### ASSIGNED TASK
The full set of entries is to be returned word for word.

### RECORDS TO USE
# # #
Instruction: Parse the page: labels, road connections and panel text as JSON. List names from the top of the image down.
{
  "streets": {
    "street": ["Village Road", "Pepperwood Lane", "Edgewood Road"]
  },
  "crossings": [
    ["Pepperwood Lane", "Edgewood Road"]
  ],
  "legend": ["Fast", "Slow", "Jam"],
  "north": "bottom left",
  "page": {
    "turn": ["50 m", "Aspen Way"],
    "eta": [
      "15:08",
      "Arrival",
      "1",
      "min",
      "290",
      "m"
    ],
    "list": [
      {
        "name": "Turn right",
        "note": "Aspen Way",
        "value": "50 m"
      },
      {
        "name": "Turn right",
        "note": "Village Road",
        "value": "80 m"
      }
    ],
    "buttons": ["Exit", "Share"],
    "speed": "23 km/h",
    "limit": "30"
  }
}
# # #
### SOLUTION TO THIS EXERCISE
Instruction: Parse the page: labels, road connections and panel text as JSON. List names from the top of the image down.
{
  "streets": {
    "street": ["Village Road", "Pepperwood Lane", "Edgewood Road"]
  },
  "crossings": [
    ["Pepperwood Lane", "Edgewood Road"]
  ],
  "legend": ["Fast", "Slow", "Jam"],
  "north": "bottom left",
  "page": {
    "turn": ["50 m", "Aspen Way"],
    "eta": [
      "15:08",
      "Arrival",
      "1",
      "min",
      "290",
      "m"
    ],
    "list": [
      {
        "name": "Turn right",
        "note": "Aspen Way",
        "value": "50 m"
      },
      {
        "name": "Turn right",
        "note": "Village Road",
        "value": "80 m"
      }
    ],
    "buttons": ["Exit", "Share"],
    "speed": "23 km/h",
    "limit": "30"
  }
}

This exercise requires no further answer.